» **Task**
The copy must run from the first line of the entries below through the line containing "position:relative; width:1529px; height:2318px;", restated word for word, with pictures left out.

» **Records provided**

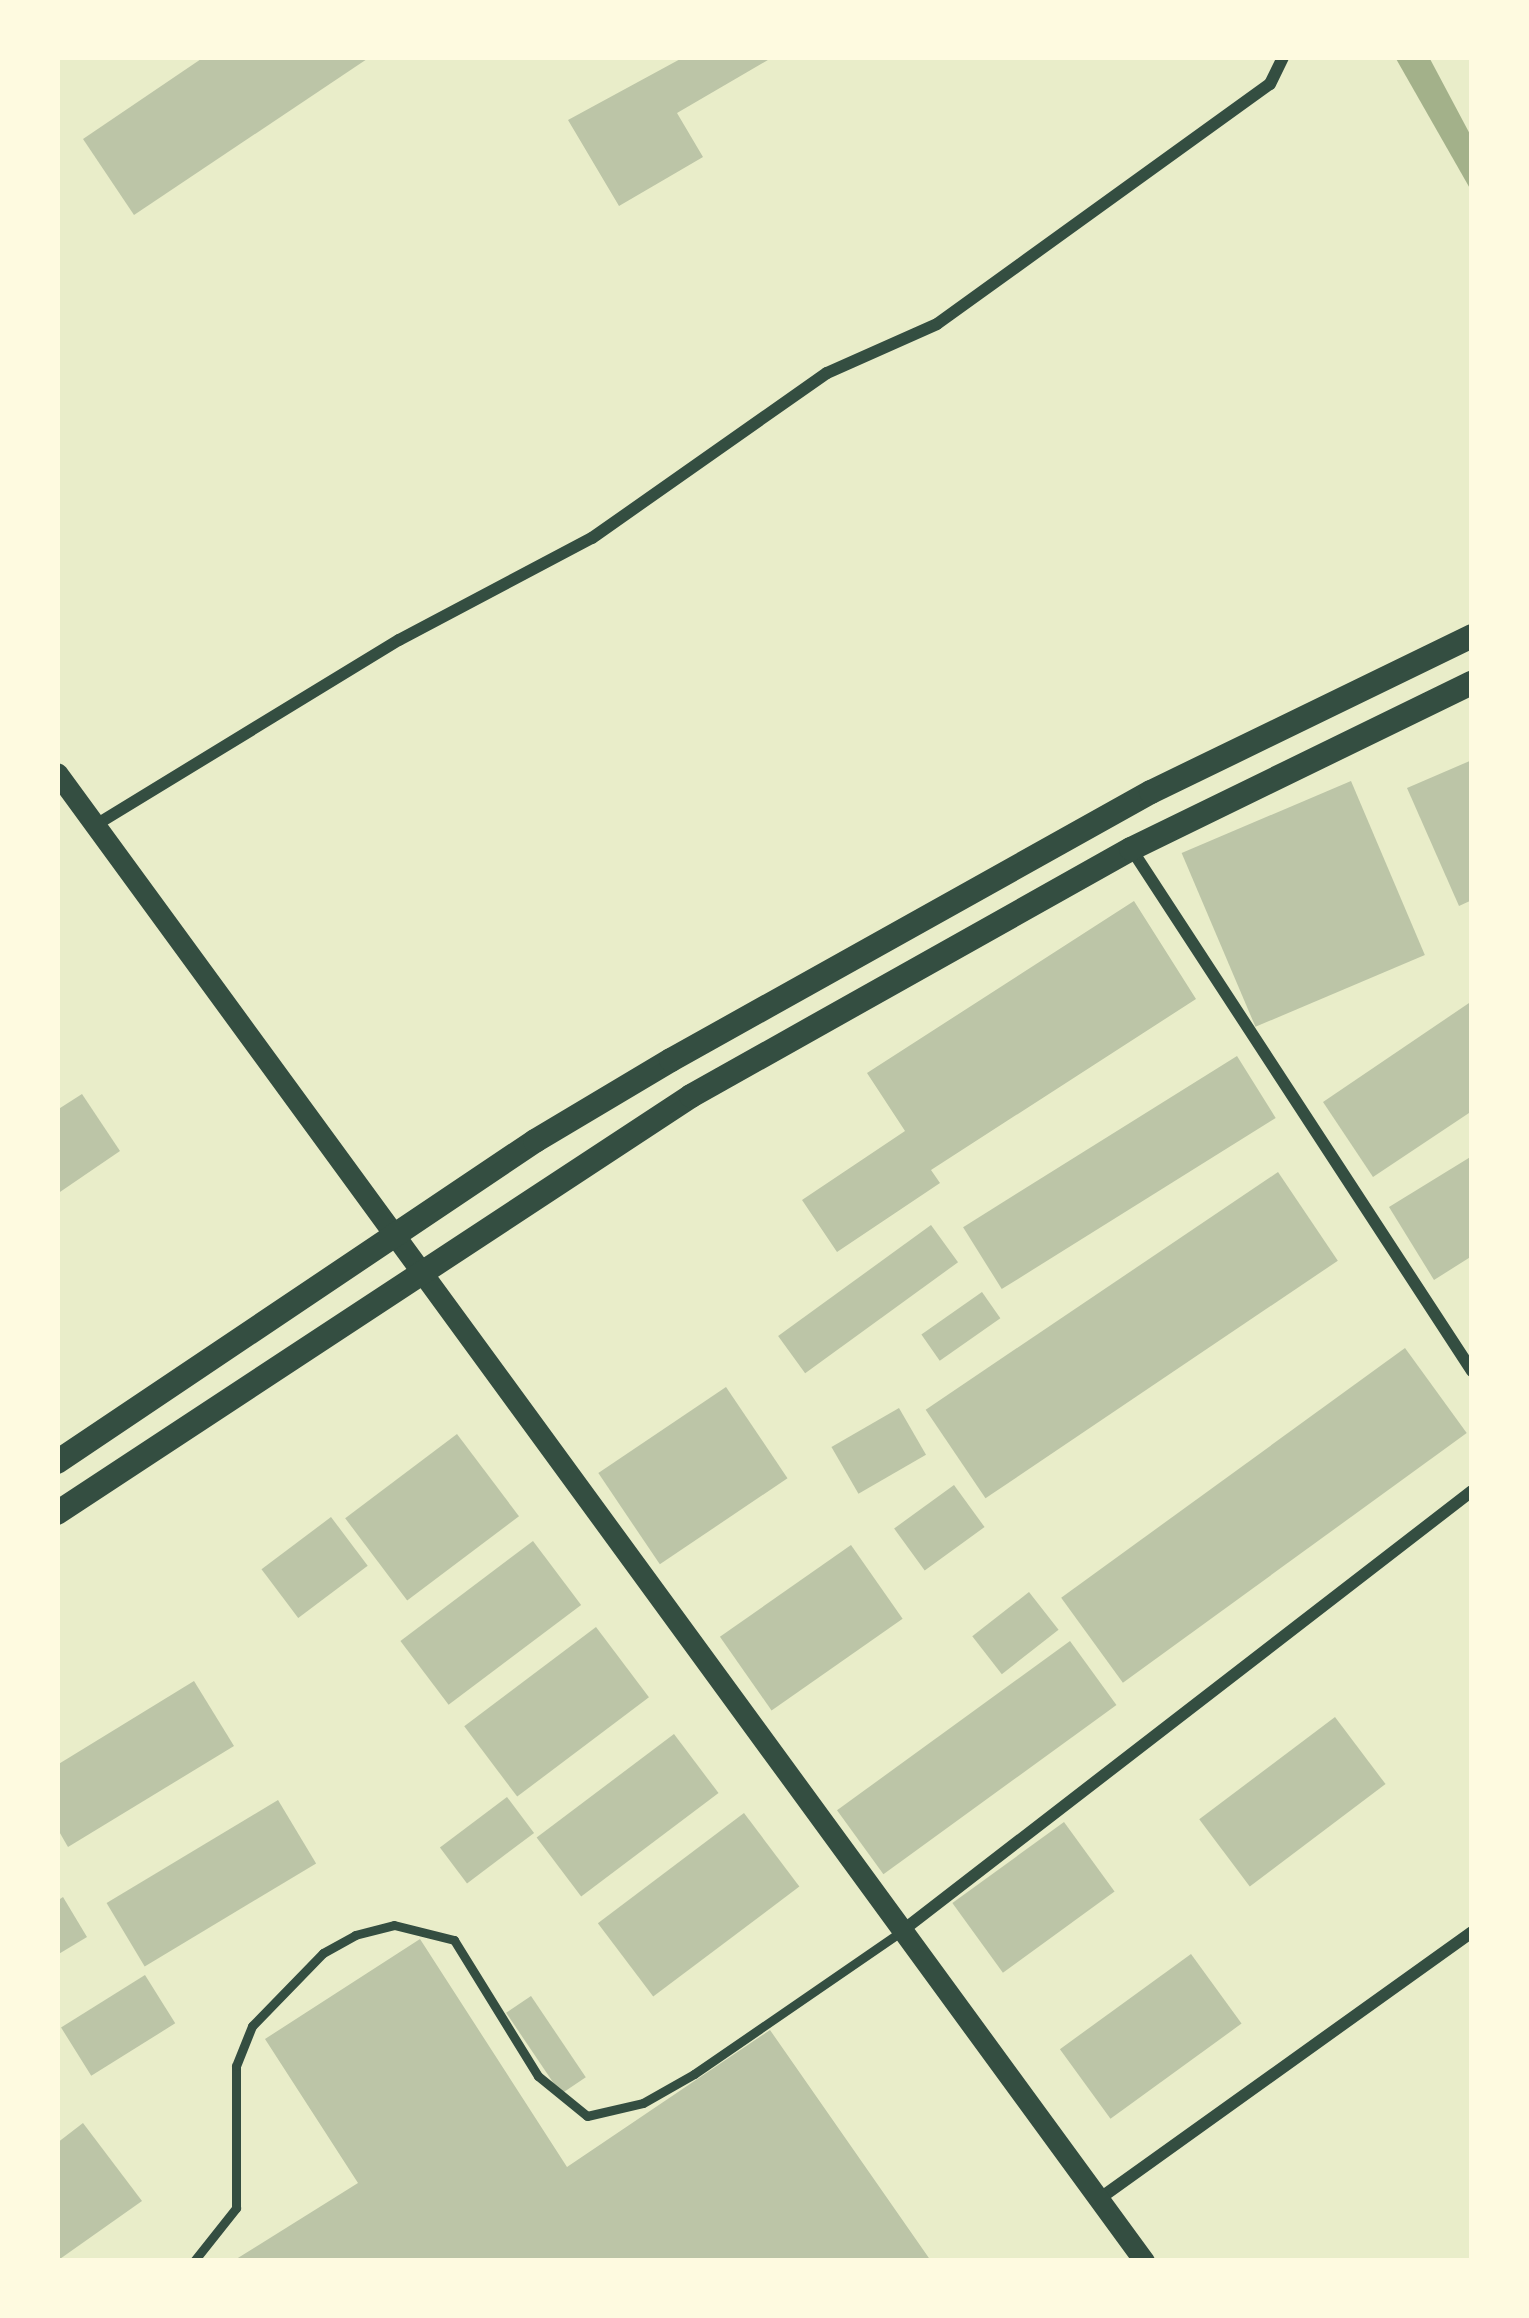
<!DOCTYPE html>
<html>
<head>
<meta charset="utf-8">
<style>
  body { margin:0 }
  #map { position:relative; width:1529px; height:2318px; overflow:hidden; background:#e9edc9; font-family:"Crimson Pro",serif }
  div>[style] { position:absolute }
  .water>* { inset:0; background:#a3b18a }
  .building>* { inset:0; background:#bcc5a7; transform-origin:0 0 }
  .service>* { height:9px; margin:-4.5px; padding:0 4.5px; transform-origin:4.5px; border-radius:4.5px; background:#344e41 }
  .minor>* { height:12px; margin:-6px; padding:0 6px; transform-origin:6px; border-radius:6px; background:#344e41 }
  .tertiary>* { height:21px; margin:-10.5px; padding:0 10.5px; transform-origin:10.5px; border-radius:10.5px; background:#344e41 }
  .secondary>* { height:24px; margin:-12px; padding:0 12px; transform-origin:12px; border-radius:12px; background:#344e41 }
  span { translate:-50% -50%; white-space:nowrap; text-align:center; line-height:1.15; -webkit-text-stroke:12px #fefae0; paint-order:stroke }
  .frame { position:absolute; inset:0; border:60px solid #fefae0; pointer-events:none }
</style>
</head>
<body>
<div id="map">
  <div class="water">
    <div style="clip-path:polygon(1395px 57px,1429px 57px,1472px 138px,1472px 192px)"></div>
  </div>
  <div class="building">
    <div style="clip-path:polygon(204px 57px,370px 57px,134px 215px,83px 139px)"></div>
    <div style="clip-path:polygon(684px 57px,773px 57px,677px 113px,703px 157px,619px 206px,568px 120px)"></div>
    <div style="clip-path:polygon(1472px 760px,1472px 900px,1459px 906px,1407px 788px)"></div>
    <div style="left:1351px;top:781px;width:189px;height:184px;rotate:67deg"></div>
    <div style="clip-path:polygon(1134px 901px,1196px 999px,931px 1170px,940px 1183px,837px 1252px,802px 1200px,905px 1131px,867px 1073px)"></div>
    <div style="clip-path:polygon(1472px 1001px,1472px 1111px,1373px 1177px,1323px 1102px)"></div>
    <div style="left:1237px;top:1056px;width:73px;height:323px;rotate:58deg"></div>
    <div style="clip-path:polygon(82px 1094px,120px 1151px,57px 1194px,57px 1110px)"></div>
    <div style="clip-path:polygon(1472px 1156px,1472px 1256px,1434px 1280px,1389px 1207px)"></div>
    <div style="left:1278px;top:1172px;width:107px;height:425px;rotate:56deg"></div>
    <div style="left:931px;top:1225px;width:46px;height:189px;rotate:54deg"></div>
    <div style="left:982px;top:1292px;width:32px;height:74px;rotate:55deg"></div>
    <div style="left:1405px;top:1348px;width:105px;height:425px;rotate:54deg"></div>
    <div style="left:726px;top:1387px;width:110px;height:154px;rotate:56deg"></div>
    <div style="left:899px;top:1408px;width:54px;height:78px;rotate:60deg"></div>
    <div style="left:457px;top:1434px;width:103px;height:140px;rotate:53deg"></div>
    <div style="left:954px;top:1485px;width:52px;height:74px;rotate:54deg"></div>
    <div style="left:331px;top:1517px;width:61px;height:87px;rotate:53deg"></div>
    <div style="left:533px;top:1541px;width:80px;height:166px;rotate:53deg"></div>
    <div style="left:851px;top:1545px;width:90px;height:160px;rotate:55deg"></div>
    <div style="left:1029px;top:1592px;width:48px;height:72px;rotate:52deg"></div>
    <div style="left:596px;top:1627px;width:88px;height:165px;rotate:53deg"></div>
    <div style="left:1070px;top:1641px;width:79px;height:288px;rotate:54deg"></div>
    <div style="clip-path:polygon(194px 1681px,234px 1746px,68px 1847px,57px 1828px,57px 1765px)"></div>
    <div style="left:1335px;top:1717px;width:84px;height:170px;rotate:53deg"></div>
    <div style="left:674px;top:1734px;width:74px;height:172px;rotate:53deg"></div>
    <div style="left:507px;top:1797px;width:45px;height:84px;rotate:53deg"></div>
    <div style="left:278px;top:1800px;width:74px;height:200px;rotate:59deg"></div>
    <div style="left:744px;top:1813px;width:92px;height:183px;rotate:53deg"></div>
    <div style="left:1064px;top:1822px;width:86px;height:138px;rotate:54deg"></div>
    <div style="clip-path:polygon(63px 1897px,87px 1937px,57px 1955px,57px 1901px)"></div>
    <div style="clip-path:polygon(420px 1939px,567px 2167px,770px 2030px,931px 2261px,233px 2261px,358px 2183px,265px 2039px)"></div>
    <div style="left:1191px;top:1954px;width:86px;height:162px;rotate:54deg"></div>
    <div style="left:145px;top:1975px;width:57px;height:99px;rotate:58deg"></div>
    <div style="left:531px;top:1996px;width:98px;height:30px;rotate:56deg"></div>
    <div style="clip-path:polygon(83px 2123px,142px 2201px,57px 2261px,57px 2143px)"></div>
  </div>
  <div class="service">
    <div style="left:194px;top:2261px;width:68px;rotate:-51.6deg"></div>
    <div style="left:236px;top:2208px;width:142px;rotate:-90deg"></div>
    <div style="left:236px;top:2066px;width:43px;rotate:-68.2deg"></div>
    <div style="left:252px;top:2026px;width:102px;rotate:-45.8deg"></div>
    <div style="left:323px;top:1953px;width:37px;rotate:-29deg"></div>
    <div style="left:355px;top:1935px;width:40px;rotate:-14.4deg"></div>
    <div style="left:394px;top:1925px;width:62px;rotate:14deg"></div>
    <div style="left:454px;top:1940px;width:160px;rotate:58.3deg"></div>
    <div style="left:538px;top:2076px;width:63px;rotate:39.2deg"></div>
    <div style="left:587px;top:2116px;width:57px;rotate:-13.1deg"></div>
    <div style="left:643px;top:2103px;width:59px;rotate:-29.6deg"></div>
    <div style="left:694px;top:2074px;width:252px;rotate:-34.5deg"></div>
  </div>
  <div class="minor">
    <div style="left:94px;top:826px;width:357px;rotate:-31.4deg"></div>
    <div style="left:399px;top:640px;width:218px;rotate:-27.9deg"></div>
    <div style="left:592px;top:538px;width:287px;rotate:-35.1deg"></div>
    <div style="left:827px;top:373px;width:120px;rotate:-24deg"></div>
    <div style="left:937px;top:324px;width:410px;rotate:-35.8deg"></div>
    <div style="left:1270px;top:84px;width:30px;rotate:-64deg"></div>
    <div style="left:1132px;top:850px;width:622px;rotate:56.87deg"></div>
    <div style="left:902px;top:1931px;width:720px;rotate:-37.67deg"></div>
    <div style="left:1099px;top:2199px;width:459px;rotate:-35.6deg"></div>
  </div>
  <div class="tertiary">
    <div style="left:57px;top:773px;width:1843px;rotate:53.85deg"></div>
  </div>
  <div class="secondary">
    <div style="left:57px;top:1462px;width:576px;rotate:-33.88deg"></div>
    <div style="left:535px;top:1141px;width:158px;rotate:-30.8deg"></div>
    <div style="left:671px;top:1060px;width:550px;rotate:-29.18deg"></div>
    <div style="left:1151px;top:792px;width:357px;rotate:-25.9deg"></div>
    <div style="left:57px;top:1513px;width:759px;rotate:-33.33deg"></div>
    <div style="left:691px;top:1096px;width:505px;rotate:-29.31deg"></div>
    <div style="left:1131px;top:849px;width:379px;rotate:-26deg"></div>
  </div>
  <div class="frame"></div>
</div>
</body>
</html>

» **Expected output**
<!DOCTYPE html>
<html>
<head>
<meta charset="utf-8">
<style>
  body { margin:0 }
  #map { position:relative; width:1529px; height:2318px; overflow:hidden; background:#e9edc9; font-family:"Crimson Pro",serif }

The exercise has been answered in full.